Material to process START

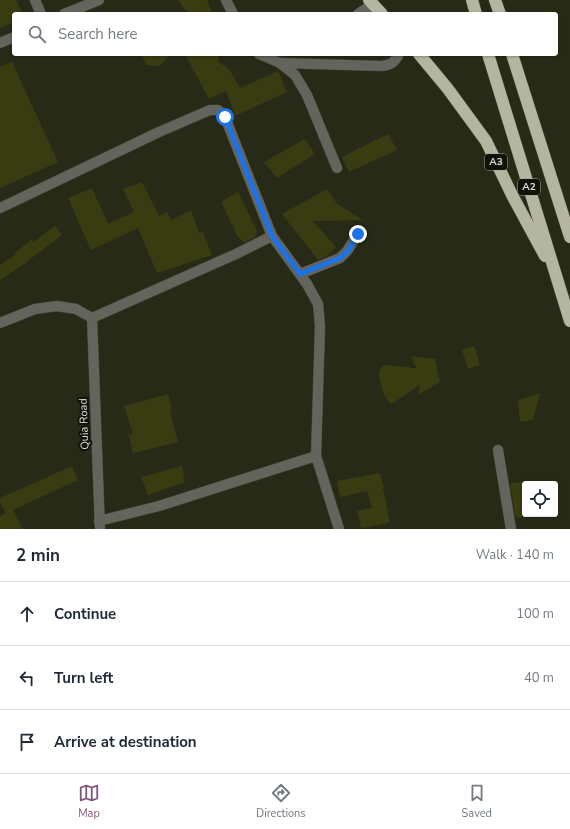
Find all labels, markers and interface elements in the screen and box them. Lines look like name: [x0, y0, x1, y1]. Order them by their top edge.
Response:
search box: [12, 12, 558, 56]
icon: search: [26, 23, 48, 45]
text: Search here: [58, 24, 138, 44]
route start: [216, 108, 234, 126]
road number: A3: [485, 154, 507, 170]
road number: A2: [518, 179, 540, 195]
route end: [349, 225, 367, 243]
street label: Quia Road: [76, 398, 92, 450]
map controls: [522, 481, 558, 517]
button: locate: [522, 481, 558, 517]
text: 2 min: [16, 544, 60, 567]
text: Walk · 140 m: [476, 546, 554, 564]
icon: ahead: [16, 603, 38, 625]
text: Continue: [54, 604, 116, 624]
text: 100 m: [516, 605, 554, 623]
icon: left: [16, 667, 38, 689]
text: Turn left: [54, 668, 113, 688]
text: 40 m: [524, 669, 554, 687]
icon: arrive: [16, 731, 38, 753]
text: Arrive at destination: [54, 732, 197, 752]
tab: Map: [78, 782, 100, 821]
tab: Directions: [256, 782, 306, 821]
tab: Saved: [462, 782, 492, 821]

Material to process END

• [Problem details]: Repeat the data exactly, without the pictures.

• [Result of this task]:
Find all labels, markers and interface elements in the screen and box them. Lines look like name: [x0, y0, x1, y1]. Order them by their top edge.
Response:
search box: [12, 12, 558, 56]
icon: search: [26, 23, 48, 45]
text: Search here: [58, 24, 138, 44]
route start: [216, 108, 234, 126]
road number: A3: [485, 154, 507, 170]
road number: A2: [518, 179, 540, 195]
route end: [349, 225, 367, 243]
street label: Quia Road: [76, 398, 92, 450]
map controls: [522, 481, 558, 517]
button: locate: [522, 481, 558, 517]
text: 2 min: [16, 544, 60, 567]
text: Walk · 140 m: [476, 546, 554, 564]
icon: ahead: [16, 603, 38, 625]
text: Continue: [54, 604, 116, 624]
text: 100 m: [516, 605, 554, 623]
icon: left: [16, 667, 38, 689]
text: Turn left: [54, 668, 113, 688]
text: 40 m: [524, 669, 554, 687]
icon: arrive: [16, 731, 38, 753]
text: Arrive at destination: [54, 732, 197, 752]
tab: Map: [78, 782, 100, 821]
tab: Directions: [256, 782, 306, 821]
tab: Saved: [462, 782, 492, 821]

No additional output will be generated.